Wirtschaftlicher Überblick
Ein Jahr voller Widersprüche
2023 war das Jahr der Widersprüche: Abkühlung der Märkte und dennoch leicht steigende Preise. Die Materialpreissteigerung hat sich jedoch weitestgehend stabilisiert; es konnten sogar Rückgänge beobachtet werden. Gleichzeitig ist die Anzahl der Bauaufträge gesunken. Im Vergleich zu 2022 sind im Jahr 2023 ungefähr 5 Prozent weniger Bauaufträge eingereicht worden.

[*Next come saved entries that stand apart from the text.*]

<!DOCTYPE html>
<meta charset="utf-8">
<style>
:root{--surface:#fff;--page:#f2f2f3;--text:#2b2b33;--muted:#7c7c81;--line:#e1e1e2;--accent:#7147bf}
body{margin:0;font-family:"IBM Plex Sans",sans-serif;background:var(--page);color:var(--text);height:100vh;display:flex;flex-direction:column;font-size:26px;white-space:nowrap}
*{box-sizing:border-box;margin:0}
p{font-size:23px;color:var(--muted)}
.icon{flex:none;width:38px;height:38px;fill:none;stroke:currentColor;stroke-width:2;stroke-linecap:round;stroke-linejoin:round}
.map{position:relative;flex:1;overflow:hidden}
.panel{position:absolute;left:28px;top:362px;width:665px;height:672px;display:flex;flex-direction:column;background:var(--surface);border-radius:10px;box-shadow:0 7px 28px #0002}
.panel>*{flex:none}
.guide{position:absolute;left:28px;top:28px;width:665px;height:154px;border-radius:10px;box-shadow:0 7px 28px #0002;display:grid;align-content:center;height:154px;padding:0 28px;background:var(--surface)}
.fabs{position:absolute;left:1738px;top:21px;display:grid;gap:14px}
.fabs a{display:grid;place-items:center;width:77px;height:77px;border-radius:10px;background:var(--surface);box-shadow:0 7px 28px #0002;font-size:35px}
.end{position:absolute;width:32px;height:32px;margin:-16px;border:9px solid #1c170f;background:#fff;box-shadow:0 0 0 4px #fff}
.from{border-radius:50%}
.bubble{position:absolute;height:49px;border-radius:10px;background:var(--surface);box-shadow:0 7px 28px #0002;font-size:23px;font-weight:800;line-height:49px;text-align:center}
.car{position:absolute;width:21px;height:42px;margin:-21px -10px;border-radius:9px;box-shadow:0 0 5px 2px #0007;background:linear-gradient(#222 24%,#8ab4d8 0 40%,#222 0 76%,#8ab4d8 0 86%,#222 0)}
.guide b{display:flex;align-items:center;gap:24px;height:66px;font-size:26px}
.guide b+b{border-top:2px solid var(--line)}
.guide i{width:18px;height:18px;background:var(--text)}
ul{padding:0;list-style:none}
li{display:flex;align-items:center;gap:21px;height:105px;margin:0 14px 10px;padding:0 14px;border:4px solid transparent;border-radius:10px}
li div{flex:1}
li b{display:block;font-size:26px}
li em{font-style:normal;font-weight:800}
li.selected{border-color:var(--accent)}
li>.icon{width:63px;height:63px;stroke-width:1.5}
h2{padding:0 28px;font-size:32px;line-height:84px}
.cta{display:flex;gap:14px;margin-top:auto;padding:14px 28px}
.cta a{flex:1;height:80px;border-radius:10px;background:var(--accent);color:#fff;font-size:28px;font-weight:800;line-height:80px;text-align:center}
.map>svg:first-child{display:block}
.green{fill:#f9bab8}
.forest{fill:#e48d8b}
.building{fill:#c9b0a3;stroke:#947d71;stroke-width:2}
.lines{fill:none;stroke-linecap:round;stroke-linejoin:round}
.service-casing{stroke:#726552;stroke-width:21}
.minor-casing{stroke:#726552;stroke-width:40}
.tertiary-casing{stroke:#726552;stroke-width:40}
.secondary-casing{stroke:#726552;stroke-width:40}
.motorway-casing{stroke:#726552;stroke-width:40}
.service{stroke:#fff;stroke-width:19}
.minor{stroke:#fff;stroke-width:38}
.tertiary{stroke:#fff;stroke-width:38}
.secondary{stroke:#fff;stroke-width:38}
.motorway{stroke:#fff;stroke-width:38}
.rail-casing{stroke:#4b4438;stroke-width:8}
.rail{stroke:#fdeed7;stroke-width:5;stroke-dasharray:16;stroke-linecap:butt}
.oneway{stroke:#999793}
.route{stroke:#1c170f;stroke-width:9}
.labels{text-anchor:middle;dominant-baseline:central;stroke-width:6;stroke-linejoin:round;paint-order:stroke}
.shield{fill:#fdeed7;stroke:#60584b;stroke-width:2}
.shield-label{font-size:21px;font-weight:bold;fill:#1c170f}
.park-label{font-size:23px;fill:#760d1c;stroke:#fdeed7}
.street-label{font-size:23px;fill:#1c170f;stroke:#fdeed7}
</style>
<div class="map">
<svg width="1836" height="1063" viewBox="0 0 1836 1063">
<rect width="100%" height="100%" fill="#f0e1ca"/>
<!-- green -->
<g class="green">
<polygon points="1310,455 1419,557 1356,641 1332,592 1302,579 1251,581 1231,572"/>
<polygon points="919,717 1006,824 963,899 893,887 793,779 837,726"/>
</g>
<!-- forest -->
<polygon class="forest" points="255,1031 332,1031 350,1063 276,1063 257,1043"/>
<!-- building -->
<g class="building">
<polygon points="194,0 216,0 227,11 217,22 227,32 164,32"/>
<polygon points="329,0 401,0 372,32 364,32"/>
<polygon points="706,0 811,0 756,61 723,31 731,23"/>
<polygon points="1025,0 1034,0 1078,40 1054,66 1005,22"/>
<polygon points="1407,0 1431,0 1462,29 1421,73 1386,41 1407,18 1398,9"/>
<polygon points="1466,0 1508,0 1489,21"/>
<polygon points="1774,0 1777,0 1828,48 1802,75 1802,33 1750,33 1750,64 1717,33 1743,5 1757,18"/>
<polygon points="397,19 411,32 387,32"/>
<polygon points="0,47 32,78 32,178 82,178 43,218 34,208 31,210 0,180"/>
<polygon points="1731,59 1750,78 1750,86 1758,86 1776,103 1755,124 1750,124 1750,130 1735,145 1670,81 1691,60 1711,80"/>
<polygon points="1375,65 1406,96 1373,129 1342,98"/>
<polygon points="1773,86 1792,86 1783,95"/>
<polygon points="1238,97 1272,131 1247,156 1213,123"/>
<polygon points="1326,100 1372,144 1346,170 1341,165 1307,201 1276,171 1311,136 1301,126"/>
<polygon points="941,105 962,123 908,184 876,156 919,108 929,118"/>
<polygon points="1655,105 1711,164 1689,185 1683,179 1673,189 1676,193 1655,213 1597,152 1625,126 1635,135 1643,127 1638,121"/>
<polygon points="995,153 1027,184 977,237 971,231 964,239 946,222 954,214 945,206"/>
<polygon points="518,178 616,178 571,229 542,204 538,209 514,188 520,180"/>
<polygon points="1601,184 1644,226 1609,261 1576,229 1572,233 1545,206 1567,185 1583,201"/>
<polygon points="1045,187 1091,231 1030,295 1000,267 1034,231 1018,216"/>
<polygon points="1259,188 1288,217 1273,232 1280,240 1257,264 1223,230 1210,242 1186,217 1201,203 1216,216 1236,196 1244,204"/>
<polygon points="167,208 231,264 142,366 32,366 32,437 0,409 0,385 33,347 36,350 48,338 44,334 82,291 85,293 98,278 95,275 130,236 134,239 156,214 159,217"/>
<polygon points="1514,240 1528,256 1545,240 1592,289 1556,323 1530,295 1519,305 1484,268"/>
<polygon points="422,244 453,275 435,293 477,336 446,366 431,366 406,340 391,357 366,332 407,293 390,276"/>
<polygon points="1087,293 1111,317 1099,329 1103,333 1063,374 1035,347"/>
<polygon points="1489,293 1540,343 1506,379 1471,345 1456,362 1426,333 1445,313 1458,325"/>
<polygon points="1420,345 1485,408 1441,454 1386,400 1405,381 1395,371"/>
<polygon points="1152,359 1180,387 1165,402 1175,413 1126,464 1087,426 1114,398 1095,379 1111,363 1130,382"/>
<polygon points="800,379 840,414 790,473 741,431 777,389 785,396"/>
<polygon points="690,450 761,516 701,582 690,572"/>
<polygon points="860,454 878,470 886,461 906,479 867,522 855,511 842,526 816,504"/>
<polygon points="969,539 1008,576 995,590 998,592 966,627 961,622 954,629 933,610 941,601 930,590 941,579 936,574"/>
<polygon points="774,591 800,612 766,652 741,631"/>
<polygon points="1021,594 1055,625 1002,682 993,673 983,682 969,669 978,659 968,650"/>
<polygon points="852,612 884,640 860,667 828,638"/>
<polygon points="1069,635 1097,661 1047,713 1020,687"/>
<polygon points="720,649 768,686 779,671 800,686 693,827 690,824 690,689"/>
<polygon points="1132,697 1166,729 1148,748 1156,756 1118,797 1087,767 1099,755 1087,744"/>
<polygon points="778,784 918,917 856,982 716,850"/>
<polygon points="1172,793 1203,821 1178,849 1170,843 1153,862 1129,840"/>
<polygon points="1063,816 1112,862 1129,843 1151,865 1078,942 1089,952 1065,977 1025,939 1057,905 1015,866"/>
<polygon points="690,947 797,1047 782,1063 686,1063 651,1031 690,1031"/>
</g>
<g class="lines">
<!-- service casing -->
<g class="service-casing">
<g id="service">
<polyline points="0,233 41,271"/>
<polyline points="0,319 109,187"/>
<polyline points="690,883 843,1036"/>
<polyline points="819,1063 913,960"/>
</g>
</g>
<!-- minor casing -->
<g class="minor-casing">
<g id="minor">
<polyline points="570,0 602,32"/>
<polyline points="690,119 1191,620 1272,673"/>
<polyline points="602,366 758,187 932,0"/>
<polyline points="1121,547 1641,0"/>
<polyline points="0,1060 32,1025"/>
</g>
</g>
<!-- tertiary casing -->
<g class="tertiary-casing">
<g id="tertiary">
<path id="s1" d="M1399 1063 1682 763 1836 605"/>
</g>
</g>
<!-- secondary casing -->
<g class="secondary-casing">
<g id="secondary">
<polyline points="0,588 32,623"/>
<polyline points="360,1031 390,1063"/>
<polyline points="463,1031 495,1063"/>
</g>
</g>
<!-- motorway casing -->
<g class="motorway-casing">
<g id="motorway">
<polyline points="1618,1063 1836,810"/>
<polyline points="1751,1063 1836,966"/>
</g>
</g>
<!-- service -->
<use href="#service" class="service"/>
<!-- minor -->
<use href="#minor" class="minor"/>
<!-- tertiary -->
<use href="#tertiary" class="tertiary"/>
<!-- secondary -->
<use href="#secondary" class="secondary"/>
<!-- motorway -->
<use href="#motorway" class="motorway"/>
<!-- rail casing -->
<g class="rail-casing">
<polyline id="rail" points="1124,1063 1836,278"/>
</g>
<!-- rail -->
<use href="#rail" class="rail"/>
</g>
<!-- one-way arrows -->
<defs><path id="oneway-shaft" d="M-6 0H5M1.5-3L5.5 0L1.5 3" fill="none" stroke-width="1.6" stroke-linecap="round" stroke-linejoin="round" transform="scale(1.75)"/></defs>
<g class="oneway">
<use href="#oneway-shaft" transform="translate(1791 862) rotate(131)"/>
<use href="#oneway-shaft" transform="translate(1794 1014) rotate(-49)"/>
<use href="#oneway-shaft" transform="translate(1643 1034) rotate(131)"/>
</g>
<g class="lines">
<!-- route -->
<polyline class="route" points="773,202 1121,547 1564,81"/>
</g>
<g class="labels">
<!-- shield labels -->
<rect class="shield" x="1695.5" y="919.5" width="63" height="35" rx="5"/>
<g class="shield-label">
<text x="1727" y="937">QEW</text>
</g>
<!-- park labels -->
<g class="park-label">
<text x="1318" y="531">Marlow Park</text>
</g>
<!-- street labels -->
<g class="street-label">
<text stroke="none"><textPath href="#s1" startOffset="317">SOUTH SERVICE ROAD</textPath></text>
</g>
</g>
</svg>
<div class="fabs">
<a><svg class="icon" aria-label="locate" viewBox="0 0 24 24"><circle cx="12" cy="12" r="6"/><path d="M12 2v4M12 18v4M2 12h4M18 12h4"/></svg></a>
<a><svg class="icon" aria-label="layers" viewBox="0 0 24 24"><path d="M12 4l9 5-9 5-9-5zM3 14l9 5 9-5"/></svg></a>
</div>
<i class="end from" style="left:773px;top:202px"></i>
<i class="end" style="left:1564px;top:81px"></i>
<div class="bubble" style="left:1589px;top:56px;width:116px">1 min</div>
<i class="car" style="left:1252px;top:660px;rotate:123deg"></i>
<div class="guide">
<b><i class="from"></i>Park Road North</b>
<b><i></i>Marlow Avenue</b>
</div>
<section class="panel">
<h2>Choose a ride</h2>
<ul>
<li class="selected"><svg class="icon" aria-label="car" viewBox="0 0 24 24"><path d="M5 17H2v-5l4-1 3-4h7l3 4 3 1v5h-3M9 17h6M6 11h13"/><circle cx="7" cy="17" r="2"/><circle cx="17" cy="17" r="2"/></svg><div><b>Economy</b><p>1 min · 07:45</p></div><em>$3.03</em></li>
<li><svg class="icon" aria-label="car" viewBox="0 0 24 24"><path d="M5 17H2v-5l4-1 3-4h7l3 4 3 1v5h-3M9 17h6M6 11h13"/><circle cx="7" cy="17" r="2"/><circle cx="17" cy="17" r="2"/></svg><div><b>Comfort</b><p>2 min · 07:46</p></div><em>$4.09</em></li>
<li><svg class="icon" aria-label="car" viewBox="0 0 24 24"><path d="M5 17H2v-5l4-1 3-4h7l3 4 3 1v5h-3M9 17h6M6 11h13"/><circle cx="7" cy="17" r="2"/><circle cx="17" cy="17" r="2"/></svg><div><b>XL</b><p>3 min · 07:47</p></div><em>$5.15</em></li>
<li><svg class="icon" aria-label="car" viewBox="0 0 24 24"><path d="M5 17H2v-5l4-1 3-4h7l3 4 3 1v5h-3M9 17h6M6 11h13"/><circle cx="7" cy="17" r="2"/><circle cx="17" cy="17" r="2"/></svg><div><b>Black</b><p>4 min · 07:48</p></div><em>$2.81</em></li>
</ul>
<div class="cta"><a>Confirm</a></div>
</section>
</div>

Diese sich bereits 2022 abzeichnenden Veränderungen sind im Jahr 2023 nun tatsächlich eingetreten.
In den ersten drei Quartalen 2023 stagnierte die deutsche Wirtschaft. Im vierten Quartal ist das BIP um 0,3 Prozent gesunken, was zu einem Gesamtrückgang von -0,2 Prozent führte. Die meisten Experten rechnen für 2024 mit weiterer Stagnation. Ein Wiederaufleben der Wirtschaft wird für 2025 erwartet.
Quelle: Destatis
Quelle: Destatis
Deutschland ist Europas größte Volkswirtschaft, beginnt das Jahr 2024 jedoch als eine der schwächsten. 2023 war Deutschland das einzige Mitglied der G7 mit einer schrumpfenden Wirtschaft. Die Prognosen für Deutschland zeigen entweder eine Stagnation oder ein leichtes Wachstum für 2024, wenn auch eine weitaus geringere Wachstumsrate als für die anderen führenden Volkswirtschaften in der Welt.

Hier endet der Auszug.